The IKEA Online Store is a Bad Idea and Must be Stopped
Why the IKEA Online Store is a Bad Idea
This week I heard the saddest news to hit my inbox since the passing of Joan Rivers; an IKEA online store is on the way.
For some, I’m sure the news evokes feelings of joy and rapture; the realisation that there’s now an avenue that allows them to gush over – and purchase – Billy Bookcases without having to leave the house.
But for true IKEA addicts, which is a club I consider myself one of the pseudo presidents of (along with the DAA – Decorating Addict of Australia club), the news of an IKEA online store feels like a slap in the face. Like when the cashier has the nerve to ask you if you have an IKEA family card and want to swipe it at the checkout (like not having one is even an option, Melanie!).
A trip to IKEA is like being a contestant on Gladiators (if you’re too young to remember that show, you really missed out on the awesomeness that is Vulcan). It’s an endurance sport, and it’s not for the weak. You are a challenger facing obstacles at every turn; ones that test you emotionally, mentally, physically and sometimes spiritually. And true IKEA lovers enjoy every minute of this tumultuous, nail-biting and thrilling in-store journey.
Going to IKEA will make you will question if there is a god, And you’ll ask him why he let you get to the warehouse after four hours of shopping only to discover that the product you want is out of stock. Are you being punished? Is this karma sorting you out? You’ll never really know, but it’s a necessary rite of passage in life, and an IKEA online store prevents that from happening.
I also feel like an online store takes away my right to fill up my enormous calico bag with assorted knick knacks that have been slashed in price, down to just two or five dollars each. Sure you can do that in an online store, but where’s the fun in getting to the register with all of those bargains, only to realise that the calico bag contains 73 items at $5 each and you’re now expected to pay a $365 bill without actually knowing if your card is going to approve or decline the purchase.
You certainly don’t get to experience that rush, fear and exhilaration sitting in your pyjamas at home! And you certainly don’t get to have the card decline and then begin the exciting process of deciding which of your $5 items you’d like to put back when there are 14 people behind you in the register wanting you to die immediately if not sooner.
An IKEA online store would also prevent me from experiencing the hilarity that is almost every couple arguing at least three times during their shopping trip.
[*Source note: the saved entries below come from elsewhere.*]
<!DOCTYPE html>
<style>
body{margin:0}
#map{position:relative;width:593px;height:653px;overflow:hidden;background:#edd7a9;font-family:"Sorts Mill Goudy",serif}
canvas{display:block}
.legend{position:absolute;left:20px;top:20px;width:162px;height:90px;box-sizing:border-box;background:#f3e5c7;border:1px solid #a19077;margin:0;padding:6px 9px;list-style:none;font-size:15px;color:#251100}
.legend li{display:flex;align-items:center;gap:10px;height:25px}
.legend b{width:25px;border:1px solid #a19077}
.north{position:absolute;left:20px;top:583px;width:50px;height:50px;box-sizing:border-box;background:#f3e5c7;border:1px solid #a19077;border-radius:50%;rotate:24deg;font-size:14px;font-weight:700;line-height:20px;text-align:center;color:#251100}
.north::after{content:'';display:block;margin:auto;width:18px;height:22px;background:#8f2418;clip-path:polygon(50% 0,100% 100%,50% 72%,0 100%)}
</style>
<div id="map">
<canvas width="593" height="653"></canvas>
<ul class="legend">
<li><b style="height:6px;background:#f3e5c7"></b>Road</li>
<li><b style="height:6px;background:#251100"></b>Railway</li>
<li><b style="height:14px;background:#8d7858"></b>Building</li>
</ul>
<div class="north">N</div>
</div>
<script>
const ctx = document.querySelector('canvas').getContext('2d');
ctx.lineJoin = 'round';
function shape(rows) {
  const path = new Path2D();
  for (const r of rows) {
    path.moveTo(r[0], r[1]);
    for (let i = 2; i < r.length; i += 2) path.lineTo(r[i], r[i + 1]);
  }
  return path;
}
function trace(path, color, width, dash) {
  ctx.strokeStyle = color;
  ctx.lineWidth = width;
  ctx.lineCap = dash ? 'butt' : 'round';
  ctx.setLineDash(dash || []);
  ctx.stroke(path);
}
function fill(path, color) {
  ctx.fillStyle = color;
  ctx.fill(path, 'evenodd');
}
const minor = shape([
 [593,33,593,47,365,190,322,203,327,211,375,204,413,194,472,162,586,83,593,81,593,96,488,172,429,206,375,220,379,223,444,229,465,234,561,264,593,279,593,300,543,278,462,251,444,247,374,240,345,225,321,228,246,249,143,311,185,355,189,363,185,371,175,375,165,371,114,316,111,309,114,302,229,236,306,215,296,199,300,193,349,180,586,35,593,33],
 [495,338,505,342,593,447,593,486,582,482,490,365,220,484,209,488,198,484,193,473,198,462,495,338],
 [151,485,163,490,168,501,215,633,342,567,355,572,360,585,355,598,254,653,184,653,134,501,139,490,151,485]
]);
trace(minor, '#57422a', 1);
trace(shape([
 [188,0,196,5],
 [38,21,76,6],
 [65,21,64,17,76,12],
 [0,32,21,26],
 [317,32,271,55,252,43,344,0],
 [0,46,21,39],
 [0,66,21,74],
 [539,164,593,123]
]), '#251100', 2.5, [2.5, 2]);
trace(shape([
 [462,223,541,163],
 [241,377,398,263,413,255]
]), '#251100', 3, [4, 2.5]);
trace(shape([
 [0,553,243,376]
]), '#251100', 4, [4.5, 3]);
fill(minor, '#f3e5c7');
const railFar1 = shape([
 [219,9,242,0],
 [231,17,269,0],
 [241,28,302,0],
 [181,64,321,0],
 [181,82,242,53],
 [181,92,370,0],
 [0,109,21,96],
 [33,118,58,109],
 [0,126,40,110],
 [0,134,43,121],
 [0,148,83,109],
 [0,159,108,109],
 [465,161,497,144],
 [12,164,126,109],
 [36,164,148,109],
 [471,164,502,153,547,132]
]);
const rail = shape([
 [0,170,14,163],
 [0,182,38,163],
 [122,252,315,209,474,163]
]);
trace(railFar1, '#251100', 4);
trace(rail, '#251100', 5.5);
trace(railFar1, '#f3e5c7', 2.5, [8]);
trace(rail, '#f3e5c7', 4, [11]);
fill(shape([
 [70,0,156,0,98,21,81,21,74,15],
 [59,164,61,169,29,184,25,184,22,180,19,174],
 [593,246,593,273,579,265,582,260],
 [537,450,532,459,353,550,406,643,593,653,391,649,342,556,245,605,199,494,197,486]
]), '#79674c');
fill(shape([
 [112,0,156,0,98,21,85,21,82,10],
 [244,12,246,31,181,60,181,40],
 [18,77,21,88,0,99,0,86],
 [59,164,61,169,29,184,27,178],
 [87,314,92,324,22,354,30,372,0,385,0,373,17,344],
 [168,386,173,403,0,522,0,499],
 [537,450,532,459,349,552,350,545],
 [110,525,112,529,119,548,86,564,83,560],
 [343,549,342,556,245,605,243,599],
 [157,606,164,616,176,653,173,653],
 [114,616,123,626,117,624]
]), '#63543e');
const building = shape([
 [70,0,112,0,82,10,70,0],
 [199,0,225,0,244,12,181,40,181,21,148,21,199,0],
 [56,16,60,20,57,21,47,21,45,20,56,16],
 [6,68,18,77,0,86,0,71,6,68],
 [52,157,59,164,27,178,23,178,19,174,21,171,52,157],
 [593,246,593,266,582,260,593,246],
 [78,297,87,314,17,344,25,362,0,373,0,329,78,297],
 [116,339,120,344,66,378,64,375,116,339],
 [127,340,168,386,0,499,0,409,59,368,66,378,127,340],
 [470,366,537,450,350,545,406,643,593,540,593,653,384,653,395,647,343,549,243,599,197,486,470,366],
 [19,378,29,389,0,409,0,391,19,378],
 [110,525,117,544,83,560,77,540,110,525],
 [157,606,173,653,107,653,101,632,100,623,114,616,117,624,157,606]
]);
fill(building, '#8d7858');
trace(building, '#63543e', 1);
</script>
I learnt my lesson early on and now leave my partner at home (a solo IKEA trek is the only way to do it), but for the rookies who are slow on the uptake, this is another necessarily element of the IKEA adventure. Where’s the fun in arguing over pots and pans behind your laptop screen where nobody can hear you and feel awkward about it?
If you do wish to go to IKEA with your partner, and by some miracle of the universe, you emerge still coupled, consider this a sign that you’re meant to be together forever. Forget couples counseling; nobody makes it through the IKEA children’s department together unless they’re solid. If you can get through that without taking out a toddler, you’ve just earned soulmate status and should probably propose over meatballs in the IKEA food court.
Yep, I’m convinced that an IKEA online store is a bad idea and makes life far too easy. Call me an old person, call me a stick in the mud, but I think bricks and mortar stores are still worthy of our time and effort.
And besides, if you get an IKEA order delivered, where’s the fun in getting eight boxes to your car after 3 hours of shopping and realising that, after attempting every configuration known to man, the boxes don’t fit and you have to call a family member to come bail you at at 7pm on a Saturday night? And nobody answers their phone. They saw you checking in at IKEA on Facebook. And they want no part in it.
IKEA, I beg of you… please don’t open an online store. If the reasons above don’t convince you that the current shopping experience is a necessary rite of passage for anyone who enjoys flatpack furniture, I don’t know what will.
PS: If I can recommend one thing you introduce, that would help this emotional rollercoaster become a smoother experience… an IKEA wine range wouldn’t go astray. An Allen key bottle opener would be right on-brand, don’t you think? A little flute of bubbly you could carry through the store while you shop, perhaps?